** Recorded data follows **

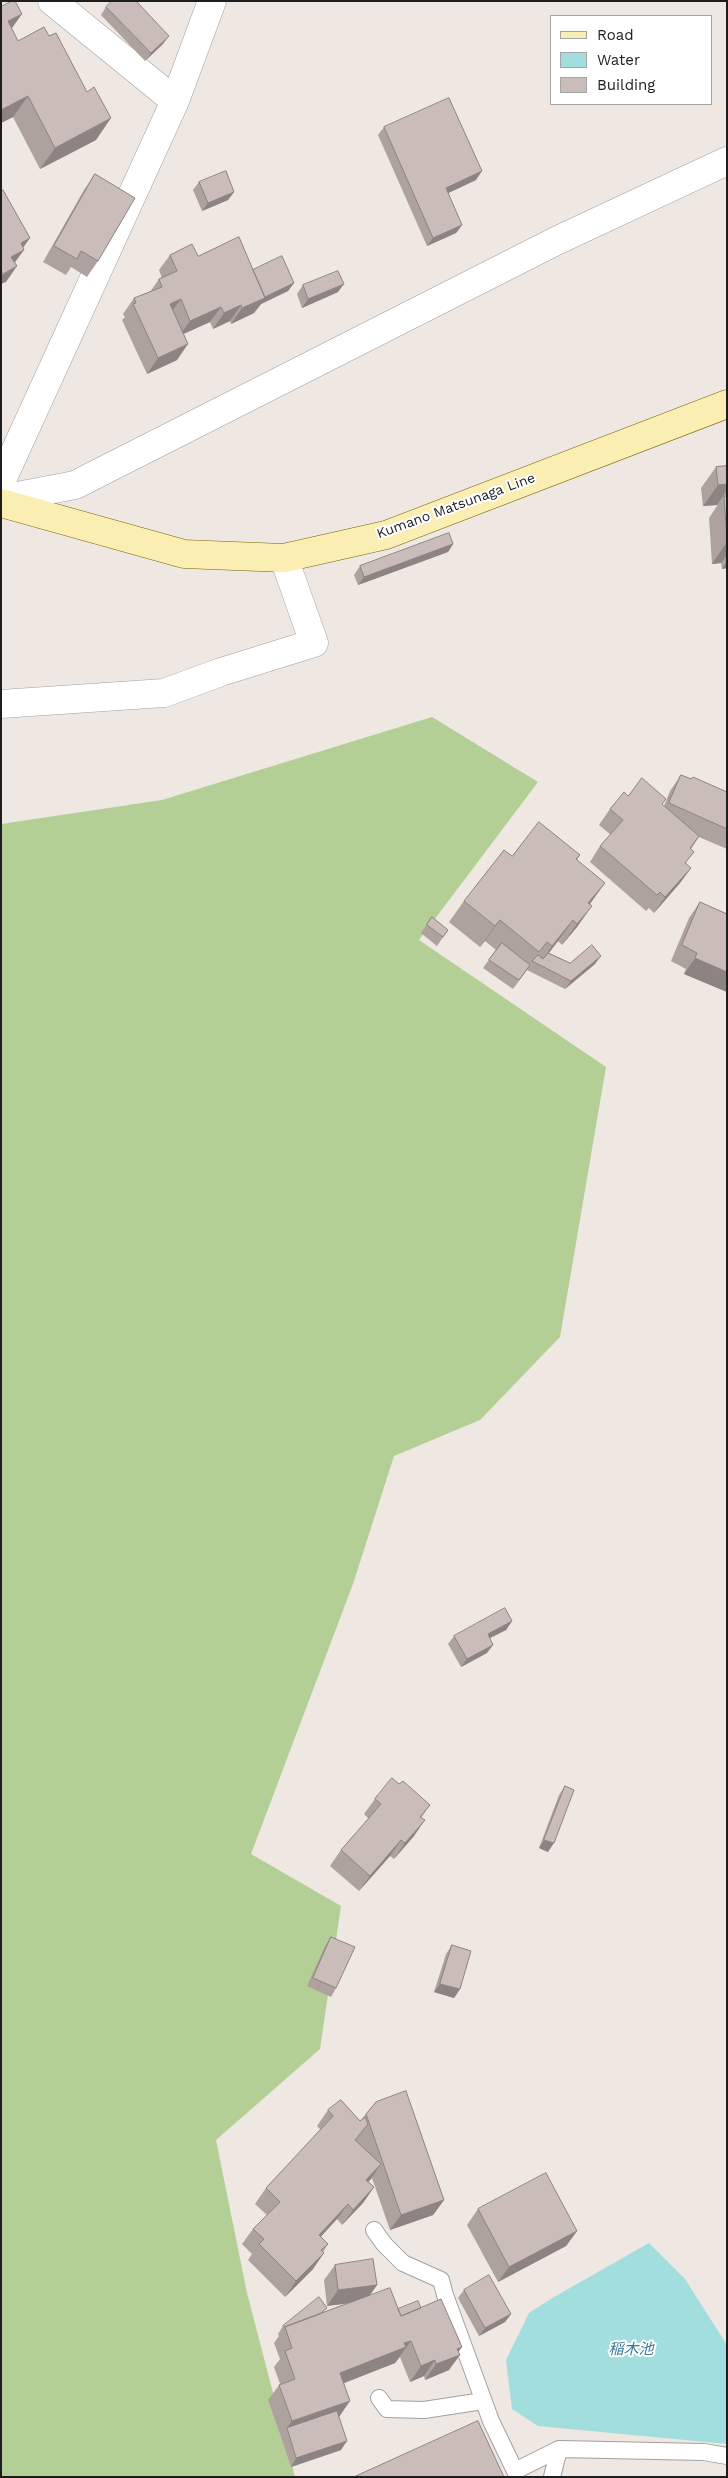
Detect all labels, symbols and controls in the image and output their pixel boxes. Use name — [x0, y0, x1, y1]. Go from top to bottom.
legend — [550, 15, 713, 105]
text: Road — [597, 26, 634, 44]
text: Water — [597, 51, 640, 69]
text: Building — [597, 76, 655, 94]
street label: Kumano Matsunaga Line — [374, 469, 538, 543]
water label: 稲木池 — [609, 2341, 653, 2359]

** End of Recorded data **

**What you will do**
Return all the data above as written, leaving out only the pictures.

**Exercise response**
Detect all labels, symbols and controls in the image and output their pixel boxes. Use name — [x0, y0, x1, y1]. Go from top to bottom.
legend — [550, 15, 713, 105]
text: Road — [597, 26, 634, 44]
text: Water — [597, 51, 640, 69]
text: Building — [597, 76, 655, 94]
street label: Kumano Matsunaga Line — [374, 469, 538, 543]
water label: 稲木池 — [609, 2341, 653, 2359]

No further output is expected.